Taking into account its contracts portfolio, Sogefi expects sales substantially in line with 2019 and slightly better than the market.

A stable profitability in Europe is expected, thanks to the actions taken particularly in the Suspensions business, and a margin recovery is expected in North America, thanks to the new Air & Cooling contracts acquired. 

The current year will be key for the development of the new Suspensions plant in Romania which will contribute to strengthen the EMEA business from 2022 onwards.

These perspectives do not incorporate the effects of Coronavirus; considering the relatively limited exposure of Sogefi to the Chinese market, the main risk is represented by the impact on the world economy and on the car production worldwide.

Proposed dividend

The Board of Directors will propose to the Annual General Meeting of the Shareholders that no dividend be distributed.

Annual General Meeting of the Shareholders

The Annual General Meeting of the Shareholders of Sogefi has been called for April 20 2020 at the first call and for April 21 2020 at the second call.

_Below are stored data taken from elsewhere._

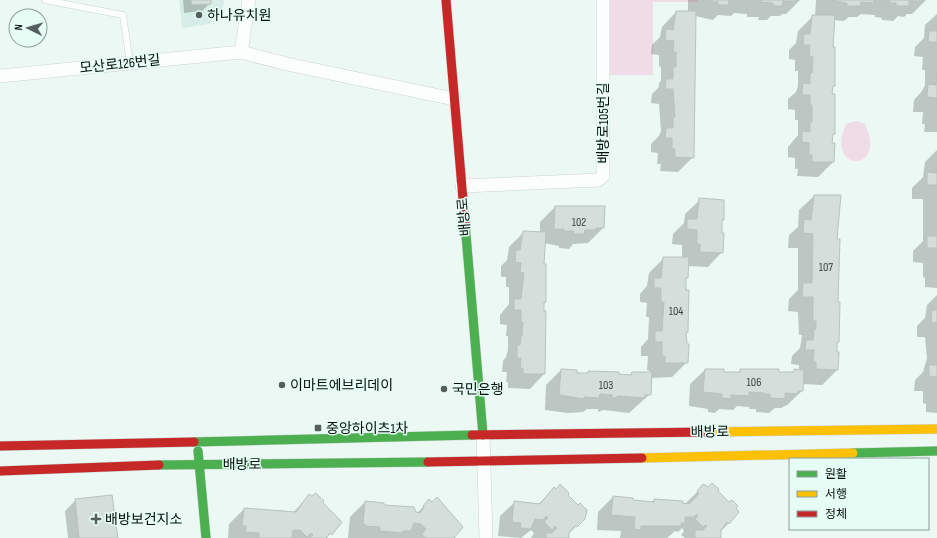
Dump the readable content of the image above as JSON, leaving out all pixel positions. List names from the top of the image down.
{
  "streets": {
    "street": ["모산로126번길", "배방로105번길", "배방로"]
  },
  "crossings": [
    ["모산로126번길", "배방로"],
    ["배방로105번길", "배방로"]
  ],
  "places": {
    "other": ["하나유치원", "이마트에브리데이", "국민은행"],
    "transit": ["중앙하이츠1차"],
    "health": ["배방보건지소"]
  },
  "house_numbers": [
    "102",
    "107",
    "104",
    "106",
    "103"
  ],
  "legend": ["원활", "서행", "정체"],
  "north": "left"
}
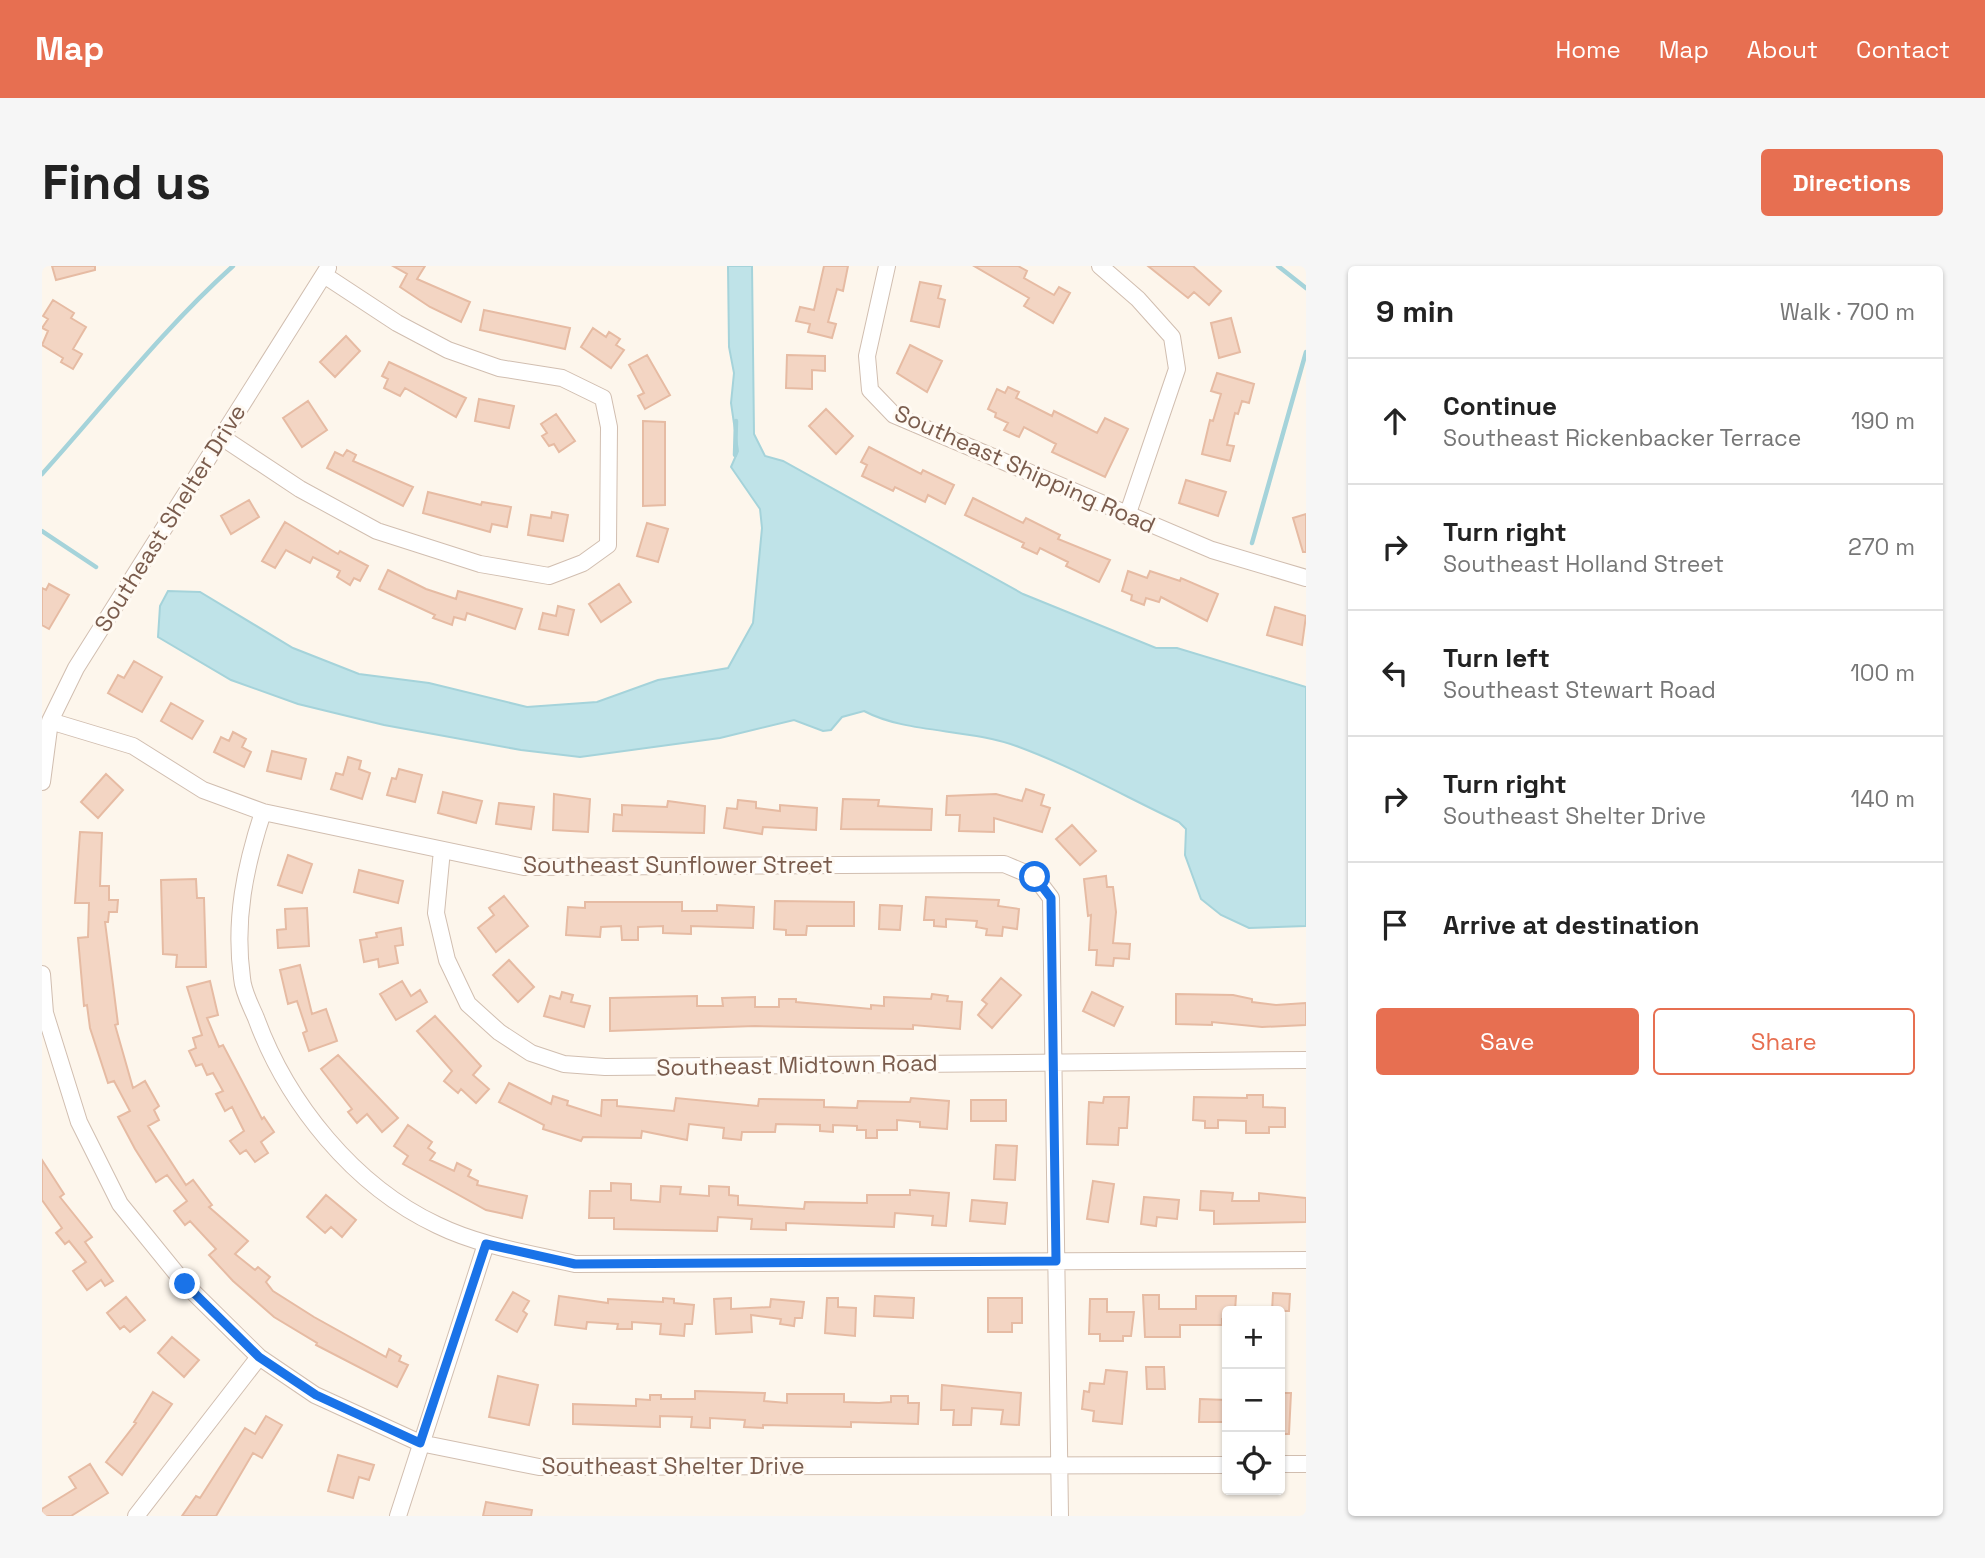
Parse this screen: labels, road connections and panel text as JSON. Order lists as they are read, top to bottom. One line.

  • The Board of Directors has voted to put the following proposals before the ordinary session of the AGM: The cancellation and renewal of the power assigned to the same Board of Directors, taking into account current legislation and regulations in force, Consob Resolution no. 20876 of April 3 2019 and Consob Guidelines of July 2019, for a period of 18 months to buy back a maximum of 10 million own shares (including 2,212,478 own shares held today, corresponding to 1.8419% of the share capital) at a unit price that must not be more than 10% higher or lower than the benchmark price recorded by the shares in the stock exchange trading session preceding each single buyback transaction or the date on which the price is fixed and in any case, when the purchases are made on a regulated market, at a price that is no higher than the higher of the price of the last independent transaction and the current independent bid price in the same market, in accordance with what is stipulated in EU Delegated Regulation no. 2016/1052. The main reasons for renewing this authorization are the following: to fulfil obligations resulting from any stock option plans or other forms of assignation of the Company’s shares to employees or members of the Board of Directors of Sogefi or its affiliated companies; to fulfil obligations that may derive from debt instruments that can be converted into or exchanged for shares;  to have a portfolio of own shares to use as consideration in any extraordinary transactions, possibly involving an exchange of shareholding interests, with other parties within the scope of transactions of interest to the Company (a so-called “stock of shares”); to be able to increase the liquidity of the shares in the market; to be able to take any opportunities for creating value as well as investing liquidity efficiently in relation to the trend of the market; for any other purpose that the competent Authorities should qualify as permitted market practice as per the terms of the European and domestic rules applicable, and following the procedures established therein;
  • The approval of a stock grant plan for 2020 aimed at employees of the Company and its subsidiaries for a maximum of 1,000,000 conditional rights, each of which will give the beneficiaries the right to be assigned 1 Sogefi share free of charge. The shares thus assigned will be made available from the stock of own shares held by the company. The plan has the aim of rewarding loyalty in the relationship between the beneficiaries and the companies of the Group, giving them an incentive to increase their commitment to improving the performance of the companies.

The Annual General Meeting will also be called upon to pass a resolution for the appointment of a Director and the proposal is that Mr Mauro Fenzi (Chief Executive Officer and General Manager of the Company) should be confirmed after being co-opted by the Board as per the terms of Art. 2386 of the Civil Code on December 9 2019.